I'm not a fan of the VW micro-bus "firebombs"....... 

Just my 2 cents

Bob


----------



## 1976Cordoba (Sep 20, 2000)

Well the tjets should have the nicer crown gear like the last run, so I am down for that. Maybe I can get a few chassis when Bud's starts breaking them up.


----------



## hefer (Sep 18, 1999)

I think the Novas are nice. Never have been much for flames on cars. I saw one car, at a show, where the flames looked like real fire that was pretty cool.


----------



## alpink (Aug 22, 2010)

folks dissatisfied with the selection of bodies being made available maybe aren't aware of the quantity of each body coming out of the tooling that is required to get a price that is reasonable and still allows profit for resale. obviously tens of thousands of each body need to be created, some are stored for later detailing and some are sold immediately. consider the many tens of thousands of Willys coupe bodies that Johnny Lightning/Praying Mantis flooded the market with? I think there was at least one issue in each case that came out until Auto World bought out the rights? well maybe not, but YOU get the idea. you get a guy like Dan that creates nice bodies for around $10.00 a pop and someone gives him some grief over a minor discrepency, so he quits rather than listen to such childish criticism! and that is what leads us to a shortage of manufacturers willing to step up, make the huge monetary commitment to such large runs of production to keep the customer base satisfied. 

NUFF SAID!


----------



## Joe65SkylarkGS (Feb 15, 2010)

alpink said:


> folks dissatisfied with the selection of bodies being made available maybe aren't aware of the quantity of each body coming out of the tooling that is required to get a price that is reasonable and still allows profit for resale. obviously tens of thousands of each body need to be created, some are stored for later detailing and some are sold immediately. consider the many tens of thousands of Willys coupe bodies that Johnny Lightning/Praying Mantis flooded the market with? I think there was at least one issue in each case that came out until Auto World bought out the rights? well maybe not, but YOU get the idea. you get a guy like Dan that creates nice bodies for around $10.00 a pop and someone gives him some grief over a minor discrepency, so he quits rather than listen to such childish criticism! and that is what leads us to a shortage of manufacturers willing to step up, make the huge monetary commitment to such large runs of production to keep the customer base satisfied.
> 
> NUFF SAID!


Good post.

Food for thought. You have to support support support. Or we won't have any.


----------



## TUFFONE (Dec 21, 2004)

I get the economics of the matter, but they could mix it up better. The last few T-jet selections are rehashed boredom(for the most part). How about reusing that Ice Cream truck mold a few times? I could even go with different color reissues of the Aurora re-pops once in a while. Flames has been done to death.
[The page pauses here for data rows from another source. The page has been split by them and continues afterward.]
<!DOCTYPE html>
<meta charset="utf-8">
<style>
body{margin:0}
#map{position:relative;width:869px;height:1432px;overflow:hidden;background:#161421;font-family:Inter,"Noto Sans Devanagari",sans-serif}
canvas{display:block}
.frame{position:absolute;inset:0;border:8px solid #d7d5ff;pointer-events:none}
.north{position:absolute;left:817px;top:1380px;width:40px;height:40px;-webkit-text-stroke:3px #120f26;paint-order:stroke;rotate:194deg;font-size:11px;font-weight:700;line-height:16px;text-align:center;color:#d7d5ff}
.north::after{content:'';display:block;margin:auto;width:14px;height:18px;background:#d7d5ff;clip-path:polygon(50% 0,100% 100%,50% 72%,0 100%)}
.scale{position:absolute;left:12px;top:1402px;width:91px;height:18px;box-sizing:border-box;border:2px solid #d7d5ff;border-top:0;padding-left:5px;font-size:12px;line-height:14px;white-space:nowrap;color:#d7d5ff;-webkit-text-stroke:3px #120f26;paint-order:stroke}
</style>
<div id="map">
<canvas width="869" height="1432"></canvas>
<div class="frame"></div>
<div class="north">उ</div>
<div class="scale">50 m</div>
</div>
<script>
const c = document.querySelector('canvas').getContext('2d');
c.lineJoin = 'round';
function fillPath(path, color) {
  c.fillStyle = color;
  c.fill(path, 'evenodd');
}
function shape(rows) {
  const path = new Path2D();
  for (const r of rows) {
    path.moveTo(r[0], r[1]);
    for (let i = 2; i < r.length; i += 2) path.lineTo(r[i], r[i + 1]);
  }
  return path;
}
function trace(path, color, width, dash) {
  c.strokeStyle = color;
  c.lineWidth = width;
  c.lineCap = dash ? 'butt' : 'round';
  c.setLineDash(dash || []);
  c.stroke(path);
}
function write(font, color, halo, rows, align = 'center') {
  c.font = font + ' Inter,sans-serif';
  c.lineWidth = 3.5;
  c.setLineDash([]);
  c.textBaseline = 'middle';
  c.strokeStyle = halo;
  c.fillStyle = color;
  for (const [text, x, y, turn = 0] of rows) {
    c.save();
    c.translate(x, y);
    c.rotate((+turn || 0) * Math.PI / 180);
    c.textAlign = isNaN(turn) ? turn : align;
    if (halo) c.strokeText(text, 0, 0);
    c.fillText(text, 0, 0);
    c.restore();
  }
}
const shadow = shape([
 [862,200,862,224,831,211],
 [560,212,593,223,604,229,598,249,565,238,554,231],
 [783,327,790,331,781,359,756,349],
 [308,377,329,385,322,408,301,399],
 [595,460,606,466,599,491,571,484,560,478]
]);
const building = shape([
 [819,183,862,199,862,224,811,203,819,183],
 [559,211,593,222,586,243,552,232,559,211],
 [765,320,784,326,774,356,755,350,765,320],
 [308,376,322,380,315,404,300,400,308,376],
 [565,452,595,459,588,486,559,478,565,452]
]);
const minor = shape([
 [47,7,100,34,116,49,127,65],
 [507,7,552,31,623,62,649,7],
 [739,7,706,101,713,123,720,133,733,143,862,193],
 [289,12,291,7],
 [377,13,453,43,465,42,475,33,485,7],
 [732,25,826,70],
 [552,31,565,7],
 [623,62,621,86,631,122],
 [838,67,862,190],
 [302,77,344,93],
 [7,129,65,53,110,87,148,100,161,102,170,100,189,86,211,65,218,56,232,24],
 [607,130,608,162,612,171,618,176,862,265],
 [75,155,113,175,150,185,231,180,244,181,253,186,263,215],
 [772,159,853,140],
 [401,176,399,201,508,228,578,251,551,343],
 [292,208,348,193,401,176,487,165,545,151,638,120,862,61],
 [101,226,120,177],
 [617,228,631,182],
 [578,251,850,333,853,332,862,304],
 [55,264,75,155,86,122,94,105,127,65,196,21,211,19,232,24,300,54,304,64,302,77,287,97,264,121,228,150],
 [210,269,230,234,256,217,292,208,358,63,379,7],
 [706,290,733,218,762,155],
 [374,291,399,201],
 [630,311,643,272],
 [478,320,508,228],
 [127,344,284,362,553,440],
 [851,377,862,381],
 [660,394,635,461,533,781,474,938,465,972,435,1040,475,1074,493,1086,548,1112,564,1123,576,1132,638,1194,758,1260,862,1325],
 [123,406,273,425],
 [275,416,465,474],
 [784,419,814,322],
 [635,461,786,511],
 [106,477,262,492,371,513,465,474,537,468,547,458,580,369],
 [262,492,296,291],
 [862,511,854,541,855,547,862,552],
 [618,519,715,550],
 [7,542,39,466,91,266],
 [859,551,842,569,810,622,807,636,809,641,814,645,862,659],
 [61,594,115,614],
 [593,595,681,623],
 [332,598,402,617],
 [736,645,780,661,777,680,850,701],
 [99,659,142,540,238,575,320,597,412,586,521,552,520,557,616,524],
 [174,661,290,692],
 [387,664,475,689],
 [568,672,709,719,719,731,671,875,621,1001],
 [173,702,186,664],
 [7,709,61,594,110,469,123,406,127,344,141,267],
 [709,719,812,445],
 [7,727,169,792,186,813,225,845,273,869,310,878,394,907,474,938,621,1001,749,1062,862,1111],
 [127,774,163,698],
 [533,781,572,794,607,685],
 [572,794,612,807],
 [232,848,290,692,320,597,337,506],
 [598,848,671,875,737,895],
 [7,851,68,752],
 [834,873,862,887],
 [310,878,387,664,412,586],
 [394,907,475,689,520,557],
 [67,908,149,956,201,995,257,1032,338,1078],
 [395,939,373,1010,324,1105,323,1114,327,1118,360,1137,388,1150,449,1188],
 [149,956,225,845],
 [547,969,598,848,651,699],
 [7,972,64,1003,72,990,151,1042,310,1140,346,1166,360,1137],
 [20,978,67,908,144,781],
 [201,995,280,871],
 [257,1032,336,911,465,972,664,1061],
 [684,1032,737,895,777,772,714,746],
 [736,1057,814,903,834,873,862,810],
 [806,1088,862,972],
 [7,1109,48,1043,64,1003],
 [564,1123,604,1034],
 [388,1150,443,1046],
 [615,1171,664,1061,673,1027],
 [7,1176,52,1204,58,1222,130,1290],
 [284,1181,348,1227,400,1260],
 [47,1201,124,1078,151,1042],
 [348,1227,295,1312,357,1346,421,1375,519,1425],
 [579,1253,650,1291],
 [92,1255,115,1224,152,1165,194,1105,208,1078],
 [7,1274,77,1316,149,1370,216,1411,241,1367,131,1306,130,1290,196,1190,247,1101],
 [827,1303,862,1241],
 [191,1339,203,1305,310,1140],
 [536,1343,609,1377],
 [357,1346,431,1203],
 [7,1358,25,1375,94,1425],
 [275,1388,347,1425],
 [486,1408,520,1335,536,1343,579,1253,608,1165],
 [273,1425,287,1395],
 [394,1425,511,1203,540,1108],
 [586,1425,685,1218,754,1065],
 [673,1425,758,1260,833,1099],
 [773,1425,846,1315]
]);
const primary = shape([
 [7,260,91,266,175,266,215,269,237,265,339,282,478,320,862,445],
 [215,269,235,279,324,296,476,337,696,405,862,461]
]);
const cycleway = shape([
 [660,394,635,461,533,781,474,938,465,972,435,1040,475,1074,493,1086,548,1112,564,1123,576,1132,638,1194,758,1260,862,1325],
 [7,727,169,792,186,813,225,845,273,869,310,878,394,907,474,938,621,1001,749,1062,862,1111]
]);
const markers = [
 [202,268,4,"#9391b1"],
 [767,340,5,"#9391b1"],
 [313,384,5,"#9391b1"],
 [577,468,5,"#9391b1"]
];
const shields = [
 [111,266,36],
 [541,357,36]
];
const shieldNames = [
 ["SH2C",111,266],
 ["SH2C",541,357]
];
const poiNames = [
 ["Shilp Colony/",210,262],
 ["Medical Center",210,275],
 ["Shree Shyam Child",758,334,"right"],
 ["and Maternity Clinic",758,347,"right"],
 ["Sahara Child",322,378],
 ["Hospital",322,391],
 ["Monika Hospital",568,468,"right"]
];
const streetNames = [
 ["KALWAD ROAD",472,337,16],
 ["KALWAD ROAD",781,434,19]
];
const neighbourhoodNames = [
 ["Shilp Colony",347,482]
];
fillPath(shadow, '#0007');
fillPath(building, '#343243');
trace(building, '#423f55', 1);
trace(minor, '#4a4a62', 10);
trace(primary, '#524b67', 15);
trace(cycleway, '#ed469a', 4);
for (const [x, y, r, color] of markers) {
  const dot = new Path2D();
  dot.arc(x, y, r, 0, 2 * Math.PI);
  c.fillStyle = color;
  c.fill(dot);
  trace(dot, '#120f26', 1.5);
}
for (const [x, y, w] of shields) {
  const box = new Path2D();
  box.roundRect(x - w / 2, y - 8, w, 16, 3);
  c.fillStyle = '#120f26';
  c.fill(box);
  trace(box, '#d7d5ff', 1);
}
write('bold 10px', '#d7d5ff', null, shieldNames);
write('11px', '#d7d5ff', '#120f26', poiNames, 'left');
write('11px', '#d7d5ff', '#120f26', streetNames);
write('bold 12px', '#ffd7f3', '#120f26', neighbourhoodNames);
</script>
I used to buy them all, now very few. I'm not going to buy items I don't want to keep the line going to produce more things that I don't want.


----------



## Bubba 123 (Sep 10, 2010)

wheelz63 said:


> hello guys, i got lost for awhile and now i am back at it. here are pictures of the upcoming releases, both will be released at the same time. here they are please give your feedback so everyone can hear your opinions. the first two pics are the t-jet flamers in two colors
> and then there is a 3 car 4-gear set in two colors. cant wait to hear the opinions. lol
> 
> Richard
> wheelz63


hey all,

hopefully, AW w/ make T chassis availiable 4 sale seperately as well.....


love the 4gear 57 (??) wagon/hearse(??)....


the Scooby Van looks great (1 in last frame, orig. color scheme..)


just hope they don't pull the "Batmobile" supper-limited deal......
very disapointed about that.....
but WILL get 1 of each (black & Chrome Black..) when production catches up..

but that's just me....:wave:

Bubba 123


----------